Week of November 12, 2001
Q. I was listening to your radio show last week. You told someone that it was too late to plant Bermuda or buffalo grass seed. I missed part of the discussion and do not understand why it is too late. Please provide your reasoning. I had just planted my buffalo grass and did not want to hear that it would not germinate!
A. Buffalo and Bermuda grass are hot-weather grasses. They germinate when soil temperatures are high. If we have a warm spell you may get germination, but the seedlings are susceptible to cold because of insufficient development. Use rye grass to cover erosion-prone soil for the winter and seed Bermuda and buffalo grass next May.
Q. Are there any vegetables that can still be planted? We visited our neighbor's garden the other day and we got inspired.
A. Plant broccoli, cabbage, and cauliflower transplants. Carrots, radishes, beets, rutabagas, onions, mustard, and chard can be planted by seed.

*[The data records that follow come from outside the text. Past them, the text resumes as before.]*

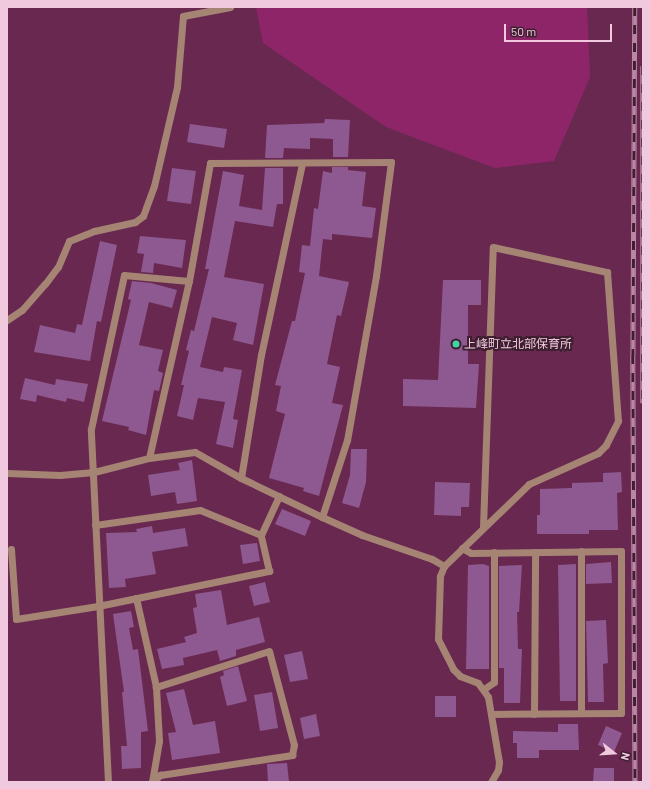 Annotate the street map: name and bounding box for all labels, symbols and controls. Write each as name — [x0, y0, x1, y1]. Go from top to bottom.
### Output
scale bar — [506, 16, 614, 42]
text: 50 m — [511, 24, 536, 38]
place label: 上峰町立北部保育所 — [464, 337, 572, 351]
marker: 上峰町立北部保育所 — [451, 339, 461, 349]
north arrow — [594, 733, 634, 773]
text: N — [619, 751, 633, 762] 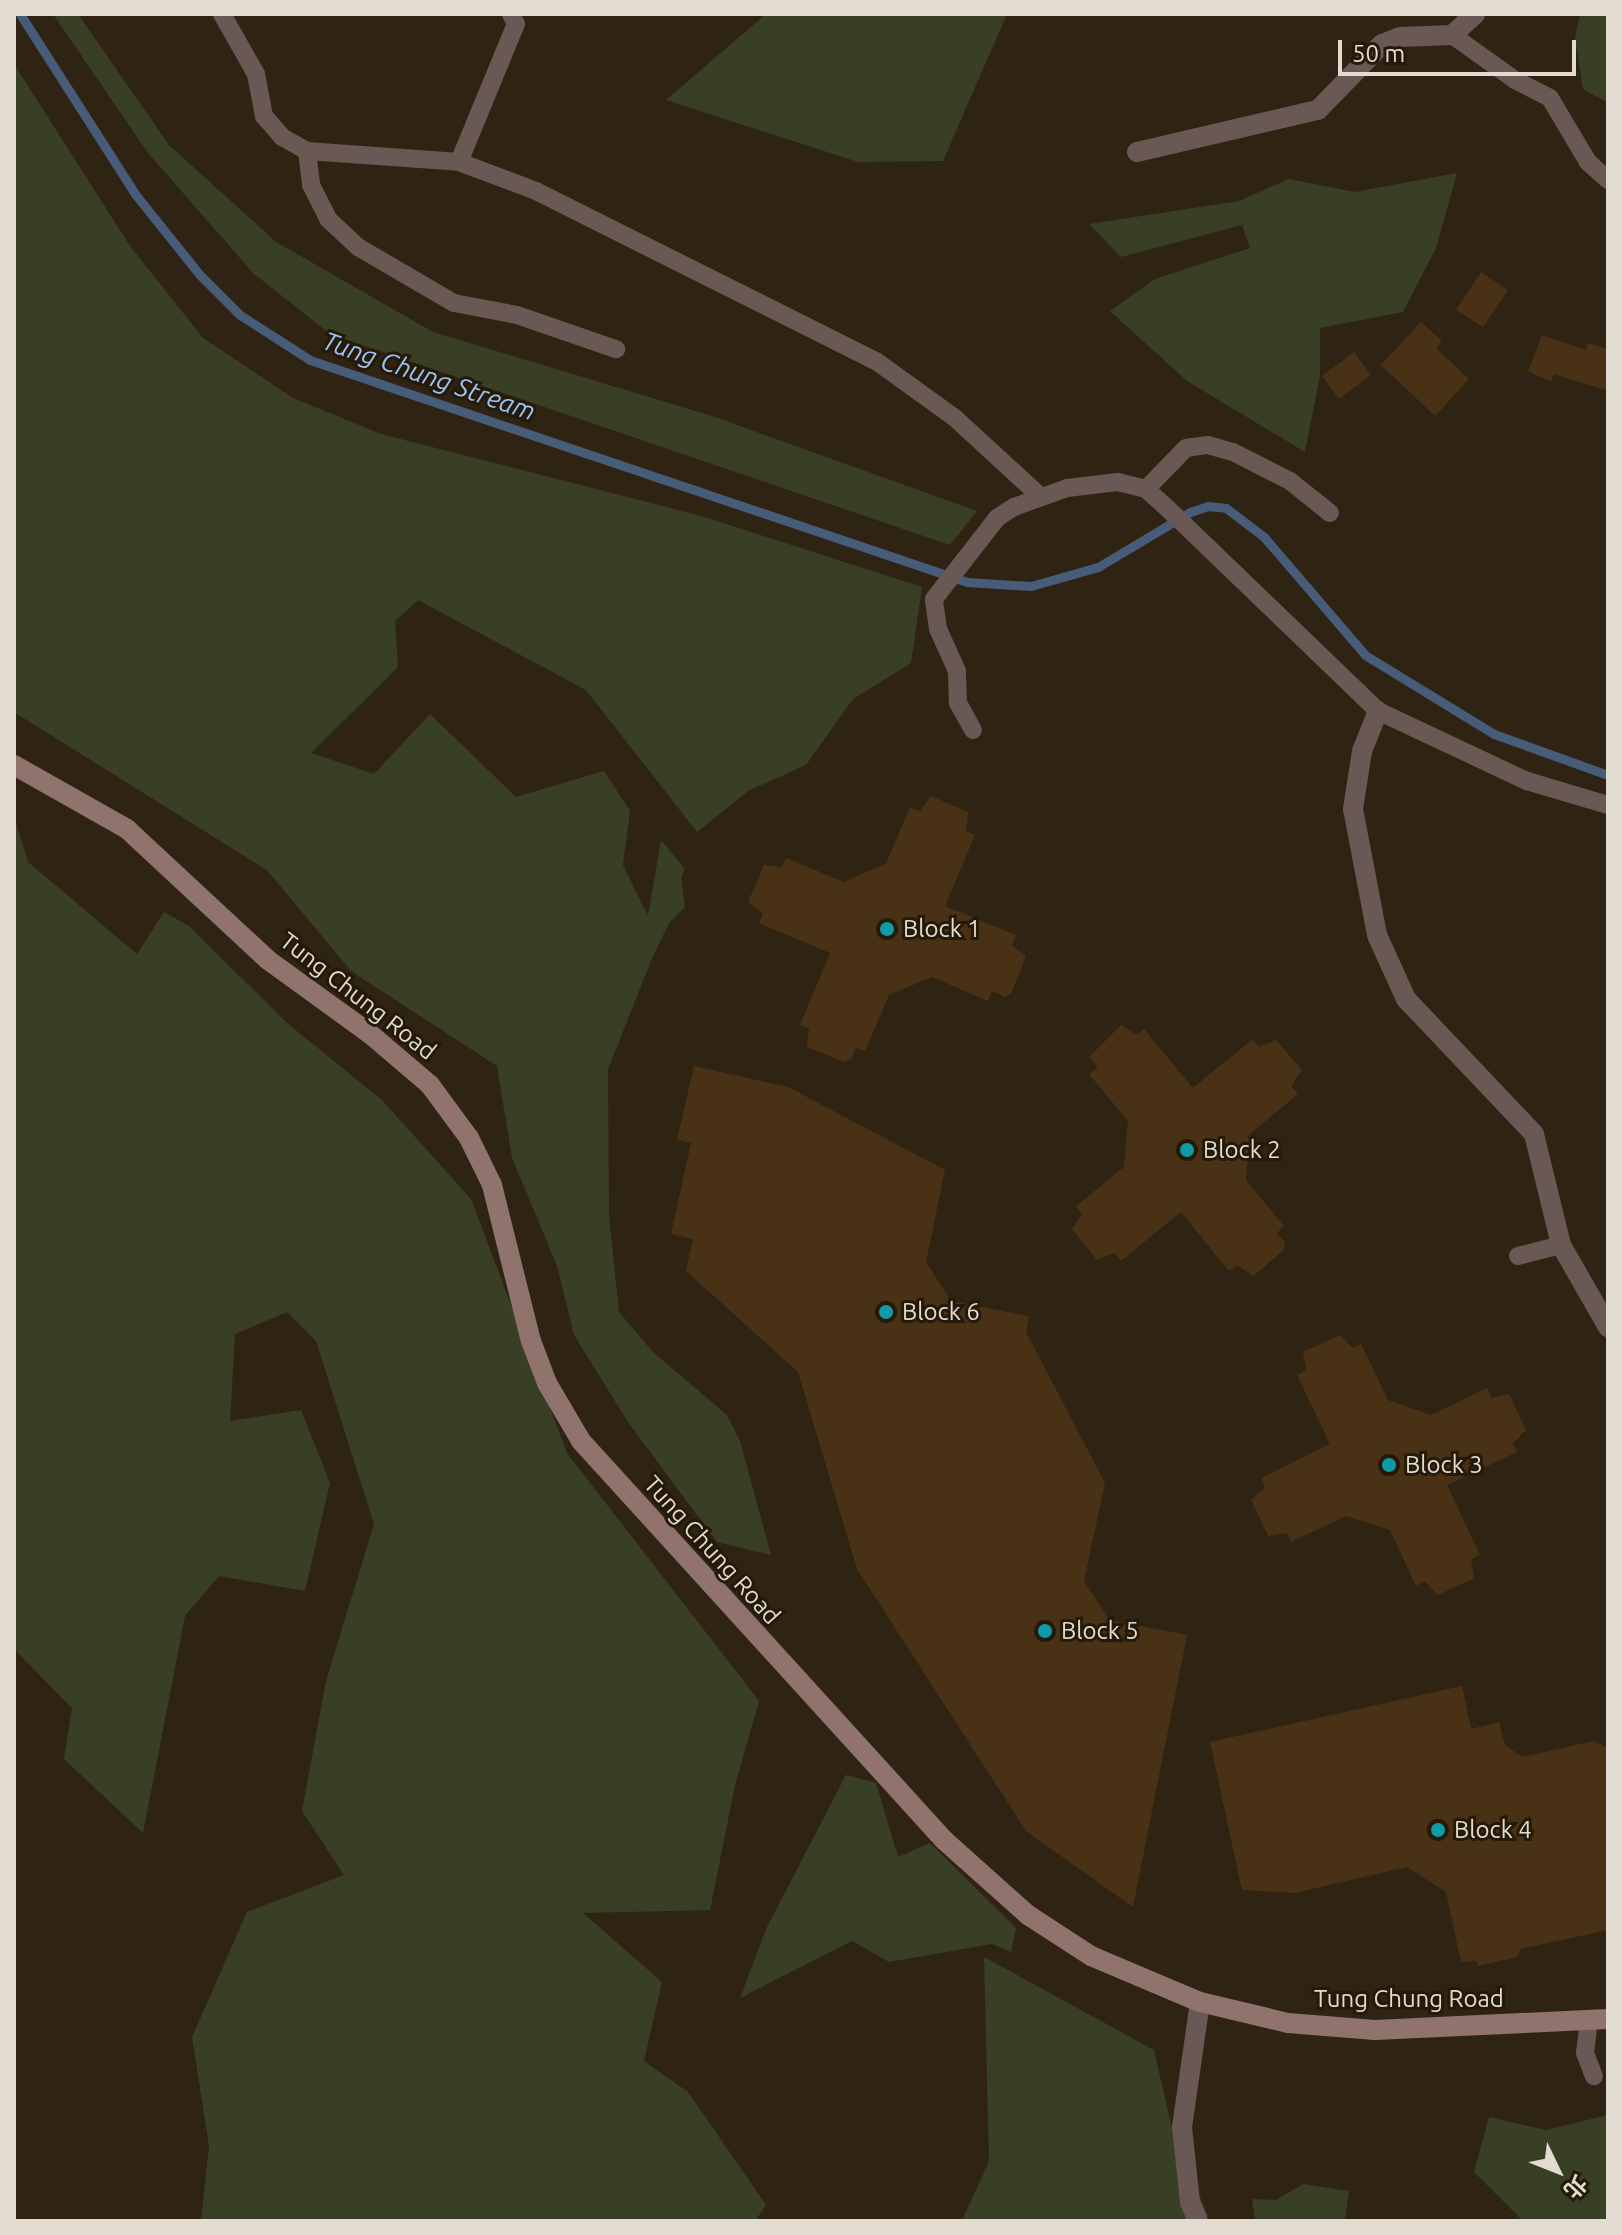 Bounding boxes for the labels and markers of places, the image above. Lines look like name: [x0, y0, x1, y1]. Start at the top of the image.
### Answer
place label: Block 1: [903, 915, 981, 943]
marker: Block 1: [878, 920, 896, 938]
place label: Block 2: [1203, 1136, 1281, 1164]
marker: Block 2: [1178, 1141, 1196, 1159]
place label: Block 6: [902, 1298, 980, 1326]
marker: Block 6: [877, 1303, 895, 1321]
place label: Block 3: [1405, 1451, 1483, 1479]
marker: Block 3: [1380, 1456, 1398, 1474]
place label: Block 5: [1061, 1617, 1139, 1645]
marker: Block 5: [1036, 1622, 1054, 1640]
place label: Block 4: [1454, 1816, 1532, 1844]
marker: Block 4: [1429, 1821, 1447, 1839]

Q. We live in a sandy area. How do we improve the water-holding capability? We water the lawn to apply one inch and it is dry in three days! The bills are killing us!

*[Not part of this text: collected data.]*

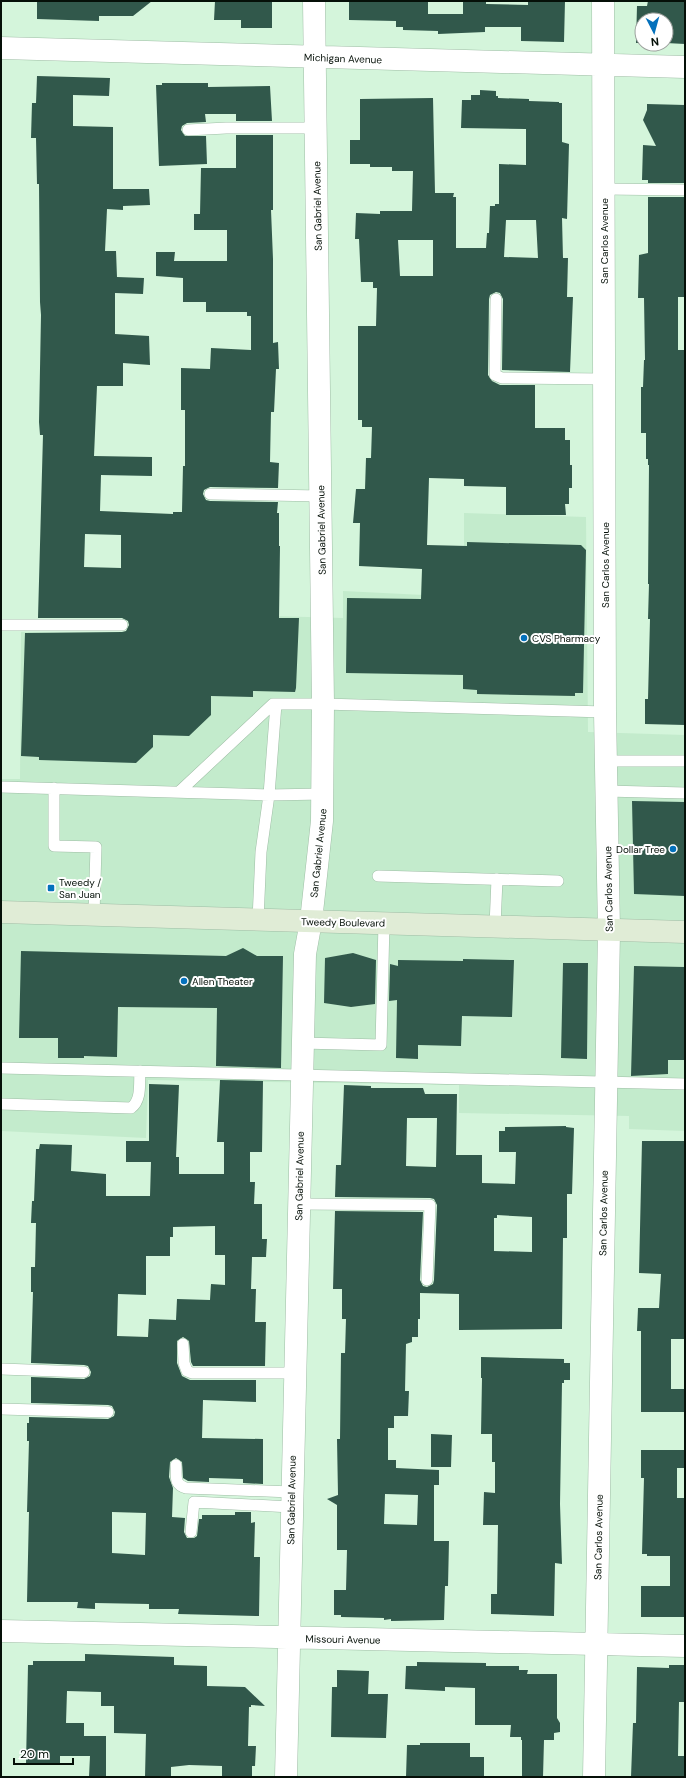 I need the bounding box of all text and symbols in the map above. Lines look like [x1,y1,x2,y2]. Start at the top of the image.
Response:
north arrow [634,12,674,52]
text: N [650,35,660,49]
street label: Michigan Avenue [304,51,383,66]
street label: San Gabriel Avenue [310,161,325,251]
street label: San Carlos Avenue [598,198,611,284]
street label: San Gabriel Avenue [314,485,329,575]
street label: San Carlos Avenue [599,522,612,608]
place label: CVS Pharmacy [532,632,601,645]
marker: CVS Pharmacy [519,633,529,643]
street label: San Gabriel Avenue [307,808,330,898]
place label: Dollar Tree [616,843,665,856]
marker: Dollar Tree [668,844,678,854]
street label: San Carlos Avenue [601,846,616,932]
place label: Tweedy / San Juan [59,876,101,901]
marker: Tweedy / San Juan [46,883,56,893]
street label: Tweedy Boulevard [301,915,385,930]
place label: Allen Theater [192,975,253,988]
marker: Allen Theater [179,976,189,986]
street label: San Gabriel Avenue [292,1131,307,1221]
street label: San Carlos Avenue [596,1170,611,1256]
street label: San Gabriel Avenue [284,1455,299,1545]
street label: San Carlos Avenue [591,1494,606,1580]
street label: Missouri Avenue [305,1632,381,1647]
scale bar [14,1740,73,1766]
text: 20 m [20,1746,49,1762]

A. Incorporate two to three inches of compost or other organic material into the soil before planting when possible. Top-dress the established lawn with one half inch of compost every fall or winter and leave the lawn clippings on the lawn. When you have a sandy soil apply less water more frequently. Instead of .75 of an inch every week during the summer like we do for grass on heavy soil, divide the amount in half and water twice per week.
Q. We tried your trick for collecting sand burs and it worked. Instead of a riding mower, my two teenage boys pulled the carpet remnant. They thought it was great fun. Thanks.
A. Sand burs are bad in many neighborhoods this year.
Dragging a carpet remnant over the yard will pick up many of the burs.
Better the carpet than your clothes or the dog's coat.